Inflation continues to rise—especially in the restaurant industry—and as prices of meals get higher, so does the tip


Tipping, which was once a form of appreciation has now become a normalized act and the pressure behind it has become an annoyance.  

The minimum wage of Oregon, specifically in Deschutes County, is now at $13.50, although it is not common to find jobs starting at that wage. Many jobs begin at $15 an hour, if not more. When browsing Indeed, results showed restaurants like McDonalds hiring at $16 per hour and Hablo Tacos hiring at $15-$17. Retail stores such as Lush Handmade Cosmetics hiring at $15.27 and Macy’s hiring from $15-$18. Both of these industries are showing similar areas of starting wages.  In a poll taken by Summit students, when asked their hourly rate, many stated prices from $15 to $28, for both restaurant and retail industries.

So, originally, tipping was to make up for the lower hourly pay tipped employees receive. Should we still tip if they are getting paid the standard minimum wage for delivering reasonably expected service?  Or are we just tipping so restaurant staff won’t hate us or spit in our burrito?

Whether you dine in at a restaurant or grab a coffee at Dutch Bros, a similar question is asked: “Do you want to tip today?” There is no correct answer, and there are other factors behind it. It is first deciding whether to tip or not but then deciding what percentage feels fair.

What’s a reasonable amount? 15%?  20%? After conducting a survey with Summit Students about tipping, 55.2% of students stated that they tipped 20% and the second majority was 31%, saying they tip 15%.

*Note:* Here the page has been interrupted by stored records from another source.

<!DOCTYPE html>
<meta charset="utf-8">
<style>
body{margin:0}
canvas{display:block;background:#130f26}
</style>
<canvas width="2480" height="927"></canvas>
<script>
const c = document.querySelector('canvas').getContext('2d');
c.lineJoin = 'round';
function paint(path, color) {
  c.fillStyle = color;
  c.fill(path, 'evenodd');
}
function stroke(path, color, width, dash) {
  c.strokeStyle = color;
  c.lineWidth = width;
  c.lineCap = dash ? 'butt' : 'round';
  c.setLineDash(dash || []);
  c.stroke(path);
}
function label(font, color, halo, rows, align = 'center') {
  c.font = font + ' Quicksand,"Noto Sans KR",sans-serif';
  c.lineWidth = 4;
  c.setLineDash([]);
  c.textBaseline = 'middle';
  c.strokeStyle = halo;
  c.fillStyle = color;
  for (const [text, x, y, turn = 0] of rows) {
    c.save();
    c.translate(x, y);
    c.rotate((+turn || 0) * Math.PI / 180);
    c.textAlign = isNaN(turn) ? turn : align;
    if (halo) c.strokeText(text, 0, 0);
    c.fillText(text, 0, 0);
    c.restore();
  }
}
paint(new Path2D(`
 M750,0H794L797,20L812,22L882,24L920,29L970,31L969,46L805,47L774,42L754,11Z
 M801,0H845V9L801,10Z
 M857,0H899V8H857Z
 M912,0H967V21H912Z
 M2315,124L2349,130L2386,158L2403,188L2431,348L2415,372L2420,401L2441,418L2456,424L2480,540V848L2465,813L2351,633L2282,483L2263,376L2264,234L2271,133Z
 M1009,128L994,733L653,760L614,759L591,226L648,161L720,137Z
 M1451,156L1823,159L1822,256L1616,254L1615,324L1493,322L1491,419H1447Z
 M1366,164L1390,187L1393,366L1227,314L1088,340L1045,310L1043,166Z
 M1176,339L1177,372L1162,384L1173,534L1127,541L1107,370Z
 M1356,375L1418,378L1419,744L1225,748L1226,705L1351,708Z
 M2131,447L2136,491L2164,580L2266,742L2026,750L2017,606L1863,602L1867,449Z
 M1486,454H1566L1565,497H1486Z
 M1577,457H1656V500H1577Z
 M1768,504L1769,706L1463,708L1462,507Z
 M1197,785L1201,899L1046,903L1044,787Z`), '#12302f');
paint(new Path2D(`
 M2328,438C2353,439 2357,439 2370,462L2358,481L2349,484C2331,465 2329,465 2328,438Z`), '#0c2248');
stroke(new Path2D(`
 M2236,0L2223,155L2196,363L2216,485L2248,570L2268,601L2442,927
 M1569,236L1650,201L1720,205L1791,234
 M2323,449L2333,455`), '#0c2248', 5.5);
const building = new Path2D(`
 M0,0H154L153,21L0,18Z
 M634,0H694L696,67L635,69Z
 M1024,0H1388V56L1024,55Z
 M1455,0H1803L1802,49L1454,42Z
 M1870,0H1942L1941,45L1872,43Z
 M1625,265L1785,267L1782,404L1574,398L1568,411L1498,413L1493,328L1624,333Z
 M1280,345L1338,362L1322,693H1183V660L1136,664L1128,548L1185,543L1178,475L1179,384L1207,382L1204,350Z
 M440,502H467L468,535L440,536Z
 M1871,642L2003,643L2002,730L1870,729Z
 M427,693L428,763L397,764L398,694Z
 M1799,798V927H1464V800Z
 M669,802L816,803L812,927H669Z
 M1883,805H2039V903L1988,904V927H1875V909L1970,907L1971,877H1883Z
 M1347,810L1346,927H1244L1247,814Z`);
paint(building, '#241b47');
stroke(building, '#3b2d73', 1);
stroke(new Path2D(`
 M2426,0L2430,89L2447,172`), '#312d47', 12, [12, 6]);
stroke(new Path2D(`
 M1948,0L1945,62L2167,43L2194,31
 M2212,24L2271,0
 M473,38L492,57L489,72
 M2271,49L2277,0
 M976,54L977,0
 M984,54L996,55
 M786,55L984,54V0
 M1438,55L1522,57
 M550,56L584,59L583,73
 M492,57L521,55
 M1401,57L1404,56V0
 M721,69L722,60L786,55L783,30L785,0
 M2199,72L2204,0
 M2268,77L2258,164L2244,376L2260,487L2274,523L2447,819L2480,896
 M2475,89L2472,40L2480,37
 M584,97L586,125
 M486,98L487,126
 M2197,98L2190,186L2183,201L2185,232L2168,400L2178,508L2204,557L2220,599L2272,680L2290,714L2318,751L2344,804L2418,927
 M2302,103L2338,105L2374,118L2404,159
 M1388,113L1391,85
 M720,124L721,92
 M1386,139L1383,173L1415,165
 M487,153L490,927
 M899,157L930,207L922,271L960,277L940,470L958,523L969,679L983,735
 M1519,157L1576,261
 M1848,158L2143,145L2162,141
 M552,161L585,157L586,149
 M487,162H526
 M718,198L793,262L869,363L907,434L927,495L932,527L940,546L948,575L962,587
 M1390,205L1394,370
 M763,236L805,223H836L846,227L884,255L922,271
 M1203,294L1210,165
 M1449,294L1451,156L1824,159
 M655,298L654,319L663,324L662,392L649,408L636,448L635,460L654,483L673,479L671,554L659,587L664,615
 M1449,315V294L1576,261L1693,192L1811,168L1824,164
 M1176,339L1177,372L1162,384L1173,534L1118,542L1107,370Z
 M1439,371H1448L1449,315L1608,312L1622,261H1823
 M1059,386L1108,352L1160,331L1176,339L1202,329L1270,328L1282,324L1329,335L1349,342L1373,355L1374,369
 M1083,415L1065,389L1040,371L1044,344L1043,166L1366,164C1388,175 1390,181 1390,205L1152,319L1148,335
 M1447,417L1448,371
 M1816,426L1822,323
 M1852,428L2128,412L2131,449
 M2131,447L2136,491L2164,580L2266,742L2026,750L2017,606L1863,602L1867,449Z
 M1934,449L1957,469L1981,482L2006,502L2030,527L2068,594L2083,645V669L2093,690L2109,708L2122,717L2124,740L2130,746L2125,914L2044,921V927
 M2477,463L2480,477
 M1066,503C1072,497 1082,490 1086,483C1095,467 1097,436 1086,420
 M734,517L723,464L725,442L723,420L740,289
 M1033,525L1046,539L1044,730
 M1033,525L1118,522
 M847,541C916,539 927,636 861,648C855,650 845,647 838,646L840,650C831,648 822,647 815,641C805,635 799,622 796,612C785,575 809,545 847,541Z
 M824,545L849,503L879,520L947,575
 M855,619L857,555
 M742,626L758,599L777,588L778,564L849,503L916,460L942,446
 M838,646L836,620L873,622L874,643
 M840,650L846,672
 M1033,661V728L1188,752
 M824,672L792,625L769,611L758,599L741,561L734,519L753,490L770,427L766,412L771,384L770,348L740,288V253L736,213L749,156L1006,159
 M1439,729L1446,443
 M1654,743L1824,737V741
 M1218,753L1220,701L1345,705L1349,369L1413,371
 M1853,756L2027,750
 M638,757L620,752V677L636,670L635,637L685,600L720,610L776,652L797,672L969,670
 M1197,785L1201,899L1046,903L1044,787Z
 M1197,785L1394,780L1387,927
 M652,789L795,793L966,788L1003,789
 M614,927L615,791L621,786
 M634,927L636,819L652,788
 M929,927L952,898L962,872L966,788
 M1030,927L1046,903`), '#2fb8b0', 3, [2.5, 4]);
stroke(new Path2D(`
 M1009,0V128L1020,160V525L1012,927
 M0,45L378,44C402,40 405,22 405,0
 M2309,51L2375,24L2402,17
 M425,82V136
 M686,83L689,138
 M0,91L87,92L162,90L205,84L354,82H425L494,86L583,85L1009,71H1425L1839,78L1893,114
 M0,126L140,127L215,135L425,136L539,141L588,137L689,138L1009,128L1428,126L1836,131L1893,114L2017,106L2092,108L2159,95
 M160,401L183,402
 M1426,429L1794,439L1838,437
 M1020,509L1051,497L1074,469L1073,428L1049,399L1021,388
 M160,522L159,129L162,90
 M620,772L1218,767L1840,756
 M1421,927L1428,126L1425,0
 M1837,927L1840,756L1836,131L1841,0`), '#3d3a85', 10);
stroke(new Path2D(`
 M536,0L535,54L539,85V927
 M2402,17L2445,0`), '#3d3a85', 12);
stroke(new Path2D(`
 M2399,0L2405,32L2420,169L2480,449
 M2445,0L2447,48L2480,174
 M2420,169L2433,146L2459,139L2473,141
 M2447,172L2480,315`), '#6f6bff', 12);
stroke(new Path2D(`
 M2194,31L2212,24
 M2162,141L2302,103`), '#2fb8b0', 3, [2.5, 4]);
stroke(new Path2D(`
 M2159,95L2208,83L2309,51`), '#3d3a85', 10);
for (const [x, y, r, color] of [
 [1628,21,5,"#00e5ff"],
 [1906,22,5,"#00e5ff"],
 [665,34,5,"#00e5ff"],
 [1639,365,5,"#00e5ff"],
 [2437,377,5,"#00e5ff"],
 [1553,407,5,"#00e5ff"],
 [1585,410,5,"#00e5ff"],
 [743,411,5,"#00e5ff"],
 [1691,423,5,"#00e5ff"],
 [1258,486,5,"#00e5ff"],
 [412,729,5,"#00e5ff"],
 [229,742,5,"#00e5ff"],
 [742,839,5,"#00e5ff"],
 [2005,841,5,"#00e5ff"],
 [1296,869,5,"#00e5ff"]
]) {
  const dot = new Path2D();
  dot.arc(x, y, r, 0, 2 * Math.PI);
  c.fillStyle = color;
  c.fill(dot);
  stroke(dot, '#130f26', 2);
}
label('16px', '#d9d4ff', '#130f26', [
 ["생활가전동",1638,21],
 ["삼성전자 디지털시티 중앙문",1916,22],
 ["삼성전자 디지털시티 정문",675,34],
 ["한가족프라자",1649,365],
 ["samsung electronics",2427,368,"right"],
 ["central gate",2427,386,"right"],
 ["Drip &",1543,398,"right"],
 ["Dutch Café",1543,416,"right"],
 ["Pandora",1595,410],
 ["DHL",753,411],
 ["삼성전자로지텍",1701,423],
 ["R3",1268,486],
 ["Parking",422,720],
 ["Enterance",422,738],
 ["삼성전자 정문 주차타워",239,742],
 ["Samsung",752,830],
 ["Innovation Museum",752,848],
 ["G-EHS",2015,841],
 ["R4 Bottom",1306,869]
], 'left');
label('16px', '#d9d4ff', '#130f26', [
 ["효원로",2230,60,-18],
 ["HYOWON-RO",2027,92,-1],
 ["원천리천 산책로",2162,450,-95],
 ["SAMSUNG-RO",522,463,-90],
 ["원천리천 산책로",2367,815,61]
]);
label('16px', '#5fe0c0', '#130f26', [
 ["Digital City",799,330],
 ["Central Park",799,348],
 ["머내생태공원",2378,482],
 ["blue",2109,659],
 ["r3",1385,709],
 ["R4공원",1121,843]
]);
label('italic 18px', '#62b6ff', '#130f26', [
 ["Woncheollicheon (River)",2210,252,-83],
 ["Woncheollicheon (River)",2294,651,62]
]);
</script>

Should we be tipping this much? Do we need to tip all the time? Some may not feel the need to, especially if it’s a quick stop, like getting coffee. Others may want to give something extra to employees, like at a fancy restaurant. However, with inflation on the rise, the prices of food and meals have gone up, causing the overall tip to grow as well. Combined, these costs may result in a “tipping point” for demand for eating out. Restaurant owners and employees may be forced to reduce costs somewhere to keep people dining out, and tipping may be the only element within their control.